A new rule proposed by the Public Company Accounting Oversight Board (PCAOB) on Tuesday would prohibit audit firms from making false or misleading statements regarding their registration status with the regulator to clients and potential clients.

Under the Sarbanes-Oxley Act, public accounting firms must register with the PCAOB before they can prepare or issue an audit report for a public company or a broker-dealer. As such, registered firms must follow the board’s auditing standards and are subject to inspections and potential enforcement actions.

However, the PCAOB stresses that registration in and of itself doesn’t indicate that a firm provides high-quality service. In its rule proposal, the board said:

[W]e have noted instances where some registered firms have claimed on their websites that PCAOB registration is a “seal of approval” and a “mark of excellence.” They also have stated, for example, that PCAOB registration is a distinction that empowers them to deliver the “highest level of service and expertise” to clients. However, PCAOB registration is not a seal of approval, and … mischaracterizations about the significance of PCAOB registration may cause market participants—including investors, clients, potential clients, audit committees, and the general public—to draw inaccurate conclusions about the extent of the PCAOB’s oversight authority over the firm or the quality of services provided by the firm or registered firms in general.
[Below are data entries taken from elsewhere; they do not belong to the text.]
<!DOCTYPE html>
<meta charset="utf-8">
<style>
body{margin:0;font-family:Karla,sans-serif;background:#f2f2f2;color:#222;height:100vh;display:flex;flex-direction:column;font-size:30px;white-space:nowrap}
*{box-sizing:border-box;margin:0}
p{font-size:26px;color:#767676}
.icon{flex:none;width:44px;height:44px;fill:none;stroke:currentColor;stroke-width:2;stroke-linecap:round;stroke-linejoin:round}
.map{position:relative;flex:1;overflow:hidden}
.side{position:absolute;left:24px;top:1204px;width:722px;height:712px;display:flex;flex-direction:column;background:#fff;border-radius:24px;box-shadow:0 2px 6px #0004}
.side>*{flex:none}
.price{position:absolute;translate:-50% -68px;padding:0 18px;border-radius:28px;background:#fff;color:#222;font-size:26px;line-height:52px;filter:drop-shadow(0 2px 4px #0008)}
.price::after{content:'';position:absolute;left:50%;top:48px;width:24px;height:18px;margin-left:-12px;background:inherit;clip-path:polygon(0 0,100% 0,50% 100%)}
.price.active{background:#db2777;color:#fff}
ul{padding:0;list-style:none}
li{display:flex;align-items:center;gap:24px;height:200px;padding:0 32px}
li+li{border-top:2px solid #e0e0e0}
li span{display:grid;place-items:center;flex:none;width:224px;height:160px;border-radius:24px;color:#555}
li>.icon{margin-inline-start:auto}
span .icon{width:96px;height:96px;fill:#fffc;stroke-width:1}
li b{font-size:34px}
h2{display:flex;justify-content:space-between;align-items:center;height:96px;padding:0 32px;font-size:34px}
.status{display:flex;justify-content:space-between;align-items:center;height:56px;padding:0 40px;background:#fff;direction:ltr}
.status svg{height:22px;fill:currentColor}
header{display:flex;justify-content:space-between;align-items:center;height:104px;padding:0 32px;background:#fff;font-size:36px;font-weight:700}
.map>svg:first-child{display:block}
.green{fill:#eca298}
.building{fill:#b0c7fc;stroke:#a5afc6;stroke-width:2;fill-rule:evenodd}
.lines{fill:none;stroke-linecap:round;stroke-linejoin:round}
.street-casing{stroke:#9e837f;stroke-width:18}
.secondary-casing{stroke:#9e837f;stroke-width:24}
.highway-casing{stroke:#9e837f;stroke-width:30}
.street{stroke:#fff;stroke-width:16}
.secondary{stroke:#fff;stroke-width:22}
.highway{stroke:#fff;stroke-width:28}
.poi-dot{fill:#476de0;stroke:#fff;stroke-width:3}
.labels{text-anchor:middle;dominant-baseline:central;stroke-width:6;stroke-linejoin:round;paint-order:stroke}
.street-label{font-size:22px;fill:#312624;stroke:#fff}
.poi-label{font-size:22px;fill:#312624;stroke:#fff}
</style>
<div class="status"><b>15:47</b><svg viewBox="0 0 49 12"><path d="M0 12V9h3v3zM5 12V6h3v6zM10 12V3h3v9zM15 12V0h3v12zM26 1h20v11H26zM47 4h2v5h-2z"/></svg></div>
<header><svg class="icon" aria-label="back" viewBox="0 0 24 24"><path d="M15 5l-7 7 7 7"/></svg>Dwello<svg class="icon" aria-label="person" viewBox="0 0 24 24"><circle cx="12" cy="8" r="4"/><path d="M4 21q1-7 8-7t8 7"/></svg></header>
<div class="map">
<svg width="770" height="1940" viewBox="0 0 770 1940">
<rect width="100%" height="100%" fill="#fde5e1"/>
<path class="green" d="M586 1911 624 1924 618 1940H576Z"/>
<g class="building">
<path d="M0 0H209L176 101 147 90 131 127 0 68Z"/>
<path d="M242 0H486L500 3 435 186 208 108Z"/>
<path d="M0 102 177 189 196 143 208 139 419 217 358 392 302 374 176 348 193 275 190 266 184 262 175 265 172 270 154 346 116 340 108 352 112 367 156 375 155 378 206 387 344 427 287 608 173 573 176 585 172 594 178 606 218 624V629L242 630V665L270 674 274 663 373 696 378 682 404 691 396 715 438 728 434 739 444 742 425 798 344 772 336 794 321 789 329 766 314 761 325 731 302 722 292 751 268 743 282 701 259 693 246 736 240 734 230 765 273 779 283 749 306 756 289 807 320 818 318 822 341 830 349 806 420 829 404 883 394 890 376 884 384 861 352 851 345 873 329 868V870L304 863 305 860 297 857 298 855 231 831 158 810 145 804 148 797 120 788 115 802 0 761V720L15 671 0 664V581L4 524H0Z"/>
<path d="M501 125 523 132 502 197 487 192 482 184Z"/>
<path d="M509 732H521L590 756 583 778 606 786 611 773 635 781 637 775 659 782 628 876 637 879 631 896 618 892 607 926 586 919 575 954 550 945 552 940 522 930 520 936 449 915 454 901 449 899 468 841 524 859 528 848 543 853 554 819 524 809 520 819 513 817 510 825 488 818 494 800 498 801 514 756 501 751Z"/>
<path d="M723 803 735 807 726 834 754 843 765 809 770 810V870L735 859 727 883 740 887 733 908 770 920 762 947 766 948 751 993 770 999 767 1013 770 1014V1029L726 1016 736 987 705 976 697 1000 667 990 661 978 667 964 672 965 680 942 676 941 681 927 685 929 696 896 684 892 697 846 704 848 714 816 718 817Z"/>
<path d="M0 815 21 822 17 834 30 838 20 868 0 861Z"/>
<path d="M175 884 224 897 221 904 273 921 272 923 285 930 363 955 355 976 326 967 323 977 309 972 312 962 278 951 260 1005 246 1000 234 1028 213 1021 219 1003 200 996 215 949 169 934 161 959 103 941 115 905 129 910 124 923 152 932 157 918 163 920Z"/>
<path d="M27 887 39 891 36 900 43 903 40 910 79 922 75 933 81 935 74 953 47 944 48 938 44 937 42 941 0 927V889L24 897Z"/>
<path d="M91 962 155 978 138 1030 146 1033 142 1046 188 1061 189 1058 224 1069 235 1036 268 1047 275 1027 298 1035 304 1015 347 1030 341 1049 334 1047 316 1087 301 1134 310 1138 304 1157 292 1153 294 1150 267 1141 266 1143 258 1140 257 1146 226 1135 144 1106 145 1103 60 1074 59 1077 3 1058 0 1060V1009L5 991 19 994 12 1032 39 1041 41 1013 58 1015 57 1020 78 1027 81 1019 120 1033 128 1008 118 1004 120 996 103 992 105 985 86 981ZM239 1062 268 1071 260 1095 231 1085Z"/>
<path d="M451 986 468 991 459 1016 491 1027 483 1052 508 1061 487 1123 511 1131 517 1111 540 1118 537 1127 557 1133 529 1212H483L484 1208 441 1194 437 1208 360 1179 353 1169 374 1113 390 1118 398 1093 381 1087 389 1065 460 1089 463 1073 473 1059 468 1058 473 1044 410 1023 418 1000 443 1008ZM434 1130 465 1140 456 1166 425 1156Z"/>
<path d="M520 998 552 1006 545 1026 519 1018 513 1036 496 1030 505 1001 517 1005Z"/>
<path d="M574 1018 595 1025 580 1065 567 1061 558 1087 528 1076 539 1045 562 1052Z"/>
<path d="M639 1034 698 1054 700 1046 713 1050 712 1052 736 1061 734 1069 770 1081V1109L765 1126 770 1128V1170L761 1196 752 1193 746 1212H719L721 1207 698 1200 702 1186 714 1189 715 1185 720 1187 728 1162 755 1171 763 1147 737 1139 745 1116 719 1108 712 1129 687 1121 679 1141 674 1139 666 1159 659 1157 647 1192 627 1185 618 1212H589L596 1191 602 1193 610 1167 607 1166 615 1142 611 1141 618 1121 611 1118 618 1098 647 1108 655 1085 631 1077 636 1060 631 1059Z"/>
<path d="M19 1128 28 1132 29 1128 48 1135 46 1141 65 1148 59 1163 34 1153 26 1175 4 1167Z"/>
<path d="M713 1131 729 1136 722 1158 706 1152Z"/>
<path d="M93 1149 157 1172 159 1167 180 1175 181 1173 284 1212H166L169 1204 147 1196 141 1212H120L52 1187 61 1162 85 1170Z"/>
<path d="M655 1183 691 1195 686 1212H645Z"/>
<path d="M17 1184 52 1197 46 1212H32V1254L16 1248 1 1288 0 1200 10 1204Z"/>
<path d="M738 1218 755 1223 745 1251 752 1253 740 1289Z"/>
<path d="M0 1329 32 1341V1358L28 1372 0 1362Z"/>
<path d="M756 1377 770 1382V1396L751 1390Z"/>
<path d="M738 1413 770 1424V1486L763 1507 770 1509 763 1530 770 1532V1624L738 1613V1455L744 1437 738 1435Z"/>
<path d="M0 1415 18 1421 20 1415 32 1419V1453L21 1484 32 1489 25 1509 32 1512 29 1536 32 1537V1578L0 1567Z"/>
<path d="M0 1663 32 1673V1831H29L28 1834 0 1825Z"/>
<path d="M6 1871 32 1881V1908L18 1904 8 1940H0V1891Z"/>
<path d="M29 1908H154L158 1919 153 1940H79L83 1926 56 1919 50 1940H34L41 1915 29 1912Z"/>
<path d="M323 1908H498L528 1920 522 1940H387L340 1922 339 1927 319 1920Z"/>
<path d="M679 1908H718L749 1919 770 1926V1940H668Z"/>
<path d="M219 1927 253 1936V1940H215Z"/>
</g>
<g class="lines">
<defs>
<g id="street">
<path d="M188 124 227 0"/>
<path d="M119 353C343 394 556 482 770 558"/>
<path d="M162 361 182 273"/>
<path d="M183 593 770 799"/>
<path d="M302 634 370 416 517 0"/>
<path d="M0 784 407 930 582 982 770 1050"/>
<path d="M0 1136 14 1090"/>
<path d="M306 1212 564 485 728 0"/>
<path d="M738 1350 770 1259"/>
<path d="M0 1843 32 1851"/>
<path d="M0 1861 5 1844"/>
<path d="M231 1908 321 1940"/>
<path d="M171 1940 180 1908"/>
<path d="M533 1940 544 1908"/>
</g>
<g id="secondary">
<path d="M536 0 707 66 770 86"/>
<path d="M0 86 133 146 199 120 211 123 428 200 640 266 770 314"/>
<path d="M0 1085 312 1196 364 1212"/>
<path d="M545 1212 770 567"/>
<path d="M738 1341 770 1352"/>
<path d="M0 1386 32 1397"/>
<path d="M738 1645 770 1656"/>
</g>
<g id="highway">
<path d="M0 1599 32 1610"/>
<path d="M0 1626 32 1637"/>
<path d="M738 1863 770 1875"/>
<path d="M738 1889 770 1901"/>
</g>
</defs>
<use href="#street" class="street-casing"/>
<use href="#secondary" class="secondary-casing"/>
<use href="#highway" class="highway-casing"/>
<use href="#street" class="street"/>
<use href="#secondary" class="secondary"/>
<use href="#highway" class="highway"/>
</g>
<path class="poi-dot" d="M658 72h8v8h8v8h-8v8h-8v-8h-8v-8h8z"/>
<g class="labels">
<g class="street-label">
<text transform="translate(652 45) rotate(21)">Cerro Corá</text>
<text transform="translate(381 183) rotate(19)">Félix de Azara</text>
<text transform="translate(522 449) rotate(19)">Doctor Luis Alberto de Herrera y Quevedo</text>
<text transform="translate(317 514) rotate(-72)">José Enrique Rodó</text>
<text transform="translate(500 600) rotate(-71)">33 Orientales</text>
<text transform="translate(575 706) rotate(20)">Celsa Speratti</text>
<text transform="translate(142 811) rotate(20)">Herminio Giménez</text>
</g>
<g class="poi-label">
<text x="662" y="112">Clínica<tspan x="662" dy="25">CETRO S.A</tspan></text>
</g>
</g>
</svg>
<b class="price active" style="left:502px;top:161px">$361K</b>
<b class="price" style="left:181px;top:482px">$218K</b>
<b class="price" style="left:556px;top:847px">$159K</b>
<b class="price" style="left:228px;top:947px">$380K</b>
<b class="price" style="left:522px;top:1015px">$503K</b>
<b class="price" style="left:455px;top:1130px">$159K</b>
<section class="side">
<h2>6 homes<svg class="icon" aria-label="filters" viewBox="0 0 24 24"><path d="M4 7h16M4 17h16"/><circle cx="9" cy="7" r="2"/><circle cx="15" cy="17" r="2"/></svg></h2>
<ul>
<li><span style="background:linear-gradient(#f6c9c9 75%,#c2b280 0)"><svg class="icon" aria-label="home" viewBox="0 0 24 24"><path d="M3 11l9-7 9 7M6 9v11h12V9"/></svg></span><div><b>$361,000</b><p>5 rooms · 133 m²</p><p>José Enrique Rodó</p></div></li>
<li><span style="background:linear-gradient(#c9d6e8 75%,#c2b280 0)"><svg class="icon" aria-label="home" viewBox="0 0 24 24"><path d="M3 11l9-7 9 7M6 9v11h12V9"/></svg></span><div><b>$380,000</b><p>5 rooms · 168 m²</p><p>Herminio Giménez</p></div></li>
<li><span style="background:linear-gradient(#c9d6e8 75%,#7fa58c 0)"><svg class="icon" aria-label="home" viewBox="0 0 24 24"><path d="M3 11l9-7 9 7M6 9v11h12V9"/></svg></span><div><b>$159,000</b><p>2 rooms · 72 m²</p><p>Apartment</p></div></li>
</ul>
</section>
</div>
There currently isn’t a PCAOB rule or standard that limits how a registered firm or its associated persons may characterize the firm’s registration and oversight in marketing and other external communications.

Erica Williams

“PCAOB registration is not an advertising gimmick for firms,” PCAOB Chair Erica Williams said in a statement. “In order to protect investors from misinformation, there must be consequences when firms misrepresent their registration status or what it means.”

The proposal—Rule 2400, False or Misleading Statements Concerning PCAOB Registration and Oversight—would strengthen investor protection and confidence in three ways, according to the board:

1. Establishing a general prohibition on false or misleading statements concerning registration: The proposed rule would generally prohibit a registered firm and its associated persons from making false or misleading statements concerning the firm’s PCAOB registration status, including the extent of the board’s oversight over the firm’s services.
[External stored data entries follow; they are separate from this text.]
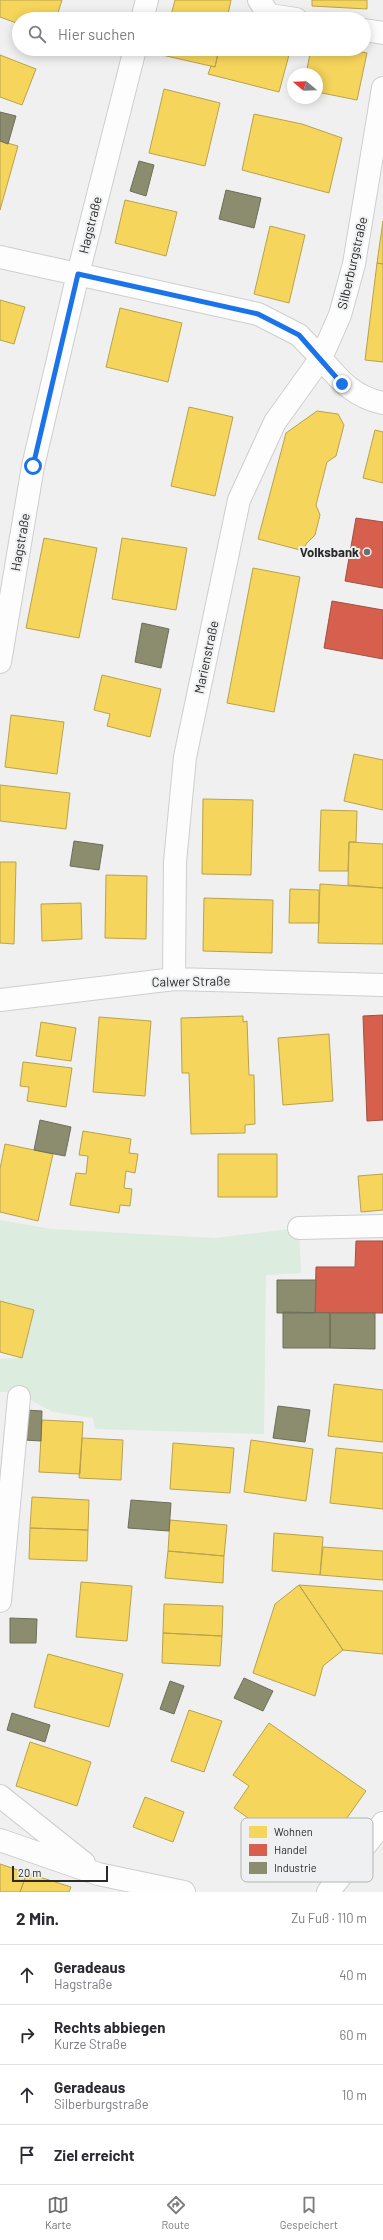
<!DOCTYPE html>
<html lang="de">
<meta charset="utf-8">
<style>
:root{--surface:#fff;--page:#f7f7f7;--text:#2b2b33;--muted:#7c7c81;--line:#e1e1e2;--accent:#6f6f6f}
body{margin:0;font-family:Barlow,sans-serif;background:var(--page);color:var(--text)}
.compass{position:absolute;left:287px;top:68px;width:36px;height:36px;border-radius:50%;background:var(--surface);box-shadow:0 2px 10px #0003;rotate:289deg}
.scale{position:absolute;left:12px;bottom:10px;width:96px;box-sizing:border-box;padding-left:4px;border:2px solid #292a2a;border-top:0;font-size:11px;line-height:14px;white-space:nowrap;color:#292a2a;-webkit-text-stroke:3px #eff0f1;paint-order:stroke}
.stop{position:absolute;width:12px;height:12px;margin:-9px;border:3px solid #1a73e8;border-radius:50%;background:#fff}
.stop.end{background:#1a73e8;border-color:#fff;box-shadow:0 1px 4px #0008}
.list{margin:0;padding:0;list-style:none}
h2{display:flex;justify-content:space-between;align-items:center;height:52px;margin:0;padding:0 16px;font-size:17px}
h2 small{font-size:13px;font-weight:400;color:var(--muted)}
.list li{display:grid;grid-template-columns:26px 1fr auto;gap:12px;align-items:center;box-sizing:border-box;height:60px;padding:0 16px;border-top:1px solid var(--line)}
.list b{display:block;font-size:15px;white-space:nowrap}
.list p{margin:0;font-size:13px;white-space:nowrap;color:var(--muted)}
.list em{font-size:13px;font-style:normal;color:var(--muted)}
.icon{flex:none;width:22px;height:22px;fill:none;stroke:currentColor;stroke-width:2;stroke-linecap:round;stroke-linejoin:round}
.map{position:relative;flex:none;width:383px;height:1892px;overflow:hidden}
.search{position:absolute;background:var(--surface);box-shadow:0 2px 10px #0003;left:12px;right:12px;top:12px;height:44px;display:flex;align-items:center;gap:10px;box-sizing:border-box;padding:0 14px;border-radius:22px;color:var(--muted);font-size:15px}
.sheet{height:292px;background:var(--surface)}
nav{display:flex;justify-content:space-around;align-items:center;box-sizing:border-box;height:56px;border-top:1px solid var(--line);background:var(--surface);font-size:11px;color:var(--muted)}
nav a{display:grid;justify-items:center;gap:2px}
nav .on{color:var(--accent)}
.map>svg:first-child{display:block}
.green{fill:#dcecde}
.homes{fill:#f6d55c;stroke:#b8a24d}
.shops{fill:#d6604d;stroke:#a25042}
.industry{fill:#8c8c6e;stroke:#6e6f5a}
.lines{fill:none;stroke-linecap:round;stroke-linejoin:round}
.minor-casing{stroke:#cecece;stroke-width:24}
.minor{stroke:#fdfdfd;stroke-width:22}
.route{stroke:#1a73e8;stroke-width:5}
.poi-dot{fill:#6f6f6f;stroke:#eff0f1;stroke-width:1.5}
.labels{text-anchor:middle;dominant-baseline:central;stroke-width:4;stroke-linejoin:round;paint-order:stroke}
.street-label{font-size:13px;fill:#292a2a;stroke:#eff0f1}
.poi-label{font-size:13px;font-weight:bold;fill:#292a2a;stroke:#eff0f1;text-anchor:end}
.key{fill:#eff0f1;stroke:#b4b5b5;stroke-width:1}
.key-label{font-size:11px;fill:#292a2a}
</style>
<div class="map">
<svg width="383" height="1892" viewBox="0 0 383 1892">
<rect width="100%" height="100%" fill="#f0f0f0"/>
<path class="green" d="M0,1220L51,1229L215,1238L299,1228L301,1273L266,1275L264,1434L95,1429L93,1418L53,1412L32,1401L28,1392H0V1359L22,1358L34,1310L0,1301Z"/>
<path class="homes" d="M0,0H62L56,19H19V24L0,17Z
M175,0H231L227,19H170Z
M312,0H367V9L312,6Z
M163,49H219L215,67L162,55Z
M219,49H263L289,55L279,92L208,74L211,66L215,67Z
M311,49H345L367,53L357,100L317,92V74H306Z
M0,55L36,69L22,105L0,97Z
M164,89L220,103L205,166L149,153Z
M254,114L302,124L342,138L329,193L242,170Z
M0,141L18,146L0,210Z
M125,200L177,212L166,256L115,243Z
M383,221V264L377,263Z
M270,226L305,235L289,303L254,294Z
M377,263L383,264V362L365,360Z
M0,300L25,307L14,344L0,340Z
M120,308L182,323L168,382L106,367Z
M189,407L233,417L215,496L171,486Z
M317,411L338,414L344,425L336,456L327,462L316,505L320,515L315,535L306,544L304,551L258,539L286,433Z
M375,430L383,432V483L363,478Z
M44,538L97,548L79,638L26,628Z
M122,538L187,548L176,610L112,599Z
M253,568L300,577L274,712L227,703Z
M102,675L161,689L150,737L107,726L110,714L94,710Z
M11,715L64,722L57,774L5,767Z
M354,754L383,760V810L344,801Z
M0,785L70,793L66,829L0,821Z
M203,799L253,800L251,875L202,874Z
M321,810L357,811L356,842H349L348,871H319Z
M349,842L383,844V888L348,885Z
M0,862H16L14,944L0,943Z
M106,875L147,876L146,939L105,938Z
M320,884L383,888V944L318,943Z
M290,889L319,890V923H289Z
M204,898L273,900L272,953L203,951Z
M81,903L82,939L42,941L41,904Z
M243,1016V1022L247,1021L249,1075H254L255,1124L245,1125V1133L191,1134L189,1073H182L181,1018Z
M99,1017L151,1021L145,1096L93,1092Z
M41,1022L76,1028L71,1061L36,1056Z
M329,1034L333,1101L283,1105L278,1038Z
M23,1062L72,1068L66,1107L27,1101L29,1087L20,1086Z
M83,1131L131,1139L129,1153L138,1154L135,1173L126,1171L124,1188L132,1189L130,1206L120,1205L119,1213L70,1205L76,1173L86,1174L88,1156L79,1155Z
M5,1144L53,1154L38,1221L0,1212V1169Z
M218,1154H277V1197H218Z
M383,1174V1210L361,1212L358,1176Z
M0,1301L34,1310L22,1358L0,1352Z
M334,1384L383,1390V1442L328,1436Z
M42,1420L83,1422L80,1474L39,1472Z
M82,1438L123,1440L121,1480L79,1478Z
M251,1440L313,1449L306,1501L244,1492Z
M173,1443L234,1448L230,1493L170,1489Z
M336,1448L383,1453V1509L330,1503Z
M32,1497L89,1500L88,1530L30,1528Z
M170,1520L227,1525L224,1556L168,1551Z
M30,1528L88,1530L87,1561L29,1559Z
M274,1533L323,1537L320,1575L272,1571Z
M323,1547L383,1551V1580L320,1575Z
M168,1551L224,1556L223,1583L165,1578Z
M81,1582L132,1586L127,1641L76,1637Z
M299,1585L383,1591V1654L343,1650Z
M299,1585L343,1650L323,1666L315,1696L253,1673L275,1604Z
M164,1604L223,1606L222,1636L163,1633Z
M163,1633L222,1636L220,1666L162,1663Z
M48,1654L123,1674L109,1727L34,1707Z
M189,1710L222,1721L204,1772L171,1761Z
M269,1723L366,1791L327,1846L295,1824L282,1842L234,1808L249,1786L233,1775Z
M30,1742L91,1762L77,1806L16,1786Z
M145,1797L184,1812L173,1842L133,1827Z
M0,1864L27,1873L20,1892H0Z
M27,1873L71,1887L69,1892H20Z"/>
<path class="shops" d="M356,518L383,522V588L345,581Z
M332,601L383,610V659L324,648Z
M383,1015V1120L367,1121L363,1016Z
M356,1241H383V1313H315L316,1267H355Z"/>
<path class="industry" d="M0,112L16,116L8,144L0,141Z
M139,161L154,165L146,196L130,191Z
M226,190L261,198L254,228L219,219Z
M142,623L169,629L161,668L135,662Z
M74,841L103,845L99,870L70,866Z
M40,1120L71,1127L65,1156L34,1150Z
M277,1280H316L315,1313H277Z
M283,1312L330,1313V1348H283Z
M330,1313H375V1349L330,1348Z
M278,1406L310,1410L305,1442L273,1438Z
M26,1410L42,1411L41,1441L24,1440Z
M131,1500L171,1503L169,1531L128,1528Z
M10,1618L37,1619L36,1643H10Z
M244,1678L273,1691L263,1711L234,1698Z
M170,1681L184,1686L174,1714L160,1709Z
M12,1713L50,1725L45,1742L7,1730Z"/>
<g class="lines">
<defs>
<path id="minor" d="M259,0L269,15L296,19
M142,19L147,0
M364,30L383,33
M383,88L354,264L340,315L321,358C339,380 354,397 383,403
M0,257L258,314L299,335L321,358L275,422L239,500L185,757L175,862L174,979
M0,662L33,466L78,274L135,49
M0,1000L174,979L383,985
M299,1228L383,1226
M0,1601L19,1397
M0,1796L84,1863
M0,1840L98,1874L184,1892
M328,1892L383,1823"/>
</defs>
<use href="#minor" class="minor-casing"/>
<use href="#minor" class="minor"/>
</g>
<g class="lines">
<path class="route" d="M33,466L78,274L258,314L299,335L342,384"/>
</g>
<circle class="poi-dot" cx="367" cy="552" r="4"/>
<g class="labels">
<g class="street-label">
<text transform="translate(90 225) rotate(-76)">Hagstraße</text>
<text transform="translate(352 263) rotate(-77)">Silberburgstraße</text>
<text transform="translate(20 542) rotate(-80)">Hagstraße</text>
<text transform="translate(206 657) rotate(-78)">Marienstraße</text>
<text transform="translate(191 981) rotate(-1)">Calwer Straße</text>
</g>
<g class="poi-label">
<text x="359" y="552">Volksbank</text>
</g>
</g>
<rect x="241" y="1818" width="132" height="64" rx="6" class="key"/>
<rect x="249" y="1826" width="18" height="12" fill="#f6d55c"/>
<rect x="249" y="1844" width="18" height="12" fill="#d6604d"/>
<rect x="249" y="1862" width="18" height="12" fill="#8c8c6e"/>
<g class="key-label">
<text x="274" y="1836">Wohnen</text>
<text x="274" y="1854">Handel</text>
<text x="274" y="1872">Industrie</text>
</g>
</svg>
<svg class="compass" viewBox="-18 -18 36 36"><path d="M0-13l5 13h-10z" fill="#e53935"/><path d="M0 13l5-13h-10z" fill="#7c7c81"/></svg>
<div class="scale">20 m</div>
<div class="stop" style="left:33px;top:466px"></div>
<div class="stop end" style="left:342px;top:384px"></div>
<div class="search"><svg class="icon" aria-label="search" viewBox="0 0 24 24"><circle cx="10" cy="10" r="6"/><path d="M15 15l6 6"/></svg>Hier suchen</div>
</div>
<section class="sheet">
<h2>2 Min.<small>Zu Fuß · 110 m</small></h2>
<ul class="list">
<li><svg class="icon" aria-label="ahead" viewBox="0 0 24 24"><path d="M12 20V5M6 11l6-6 6 6"/></svg><div><b>Geradeaus</b><p>Hagstraße</p></div><em>40 m</em></li>
<li><svg class="icon" aria-label="right" viewBox="0 0 24 24"><path d="M7 20v-9h11M14 6l5 5-5 5"/></svg><div><b>Rechts abbiegen</b><p>Kurze Straße</p></div><em>60 m</em></li>
<li><svg class="icon" aria-label="ahead" viewBox="0 0 24 24"><path d="M12 20V5M6 11l6-6 6 6"/></svg><div><b>Geradeaus</b><p>Silberburgstraße</p></div><em>10 m</em></li>
<li><svg class="icon" aria-label="arrive" viewBox="0 0 24 24"><path d="M6 21V4h12l-3 4 3 4H6"/></svg><div><b>Ziel erreicht</b></div></li>
</ul>
</section>
<nav>
<a class="on"><svg class="icon" aria-label="map" viewBox="0 0 24 24"><path d="M3 6l6-2 6 2 6-2v14l-6 2-6-2-6 2zM9 4v14M15 6v14"/></svg>Karte</a>
<a><svg class="icon" aria-label="directions" viewBox="0 0 24 24"><path d="M12 3l9 9-9 9-9-9zM9 14v-3h6M13 9l2 2-2 2"/></svg>Route</a>
<a><svg class="icon" aria-label="saved" viewBox="0 0 24 24"><path d="M7 4h10v16l-5-4-5 4z"/></svg>Gespeichert</a>
</nav>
2. Providing specificity about the application of the general prohibition: The rule would set forth a non-exhaustive list of scenarios that would violate the general prohibition. These include certain statements regarding PCAOB registration and oversight that:

  • State or imply the PCAOB sponsors, recommends, or otherwise endorses the firm or its services;
  • Are made by a firm that is not currently subject to PCAOB oversight;
  • Refer to particular services that are not subject to PCAOB oversight;
  • Appear in auditor’s reports for clients other than issuers or broker-dealers; or
  • Are made about a firm with a pending request to withdraw from PCAOB registration.

3. Codifying the board’s practice of considering false or misleading statements during the registration process. The final provision would codify the board’s current practice of considering any prior false or misleading statements made by an applicant firm or its personnel regarding the firm’s registration status, including the extent of PCAOB oversight of the firm, when reviewing an application for registration with the PCAOB from the firm.

The proposed rule also includes a new procedural mechanism—proposed new paragraph (h), Constructive Withdrawal Requests, of existing PCAOB Rule 2107, Withdrawal from Registration—that would permit the board, under specified conditions, to:

  • Treat a registered firm’s failures both to file annual reports to the PCAOB and to pay annual fees to the board for at least two consecutive reporting years as a constructive request for leave to withdraw from PCAOB registration, and
  • To deem the firm’s registration withdrawn.

The deadline for public comment on the proposal is April 12, 2024.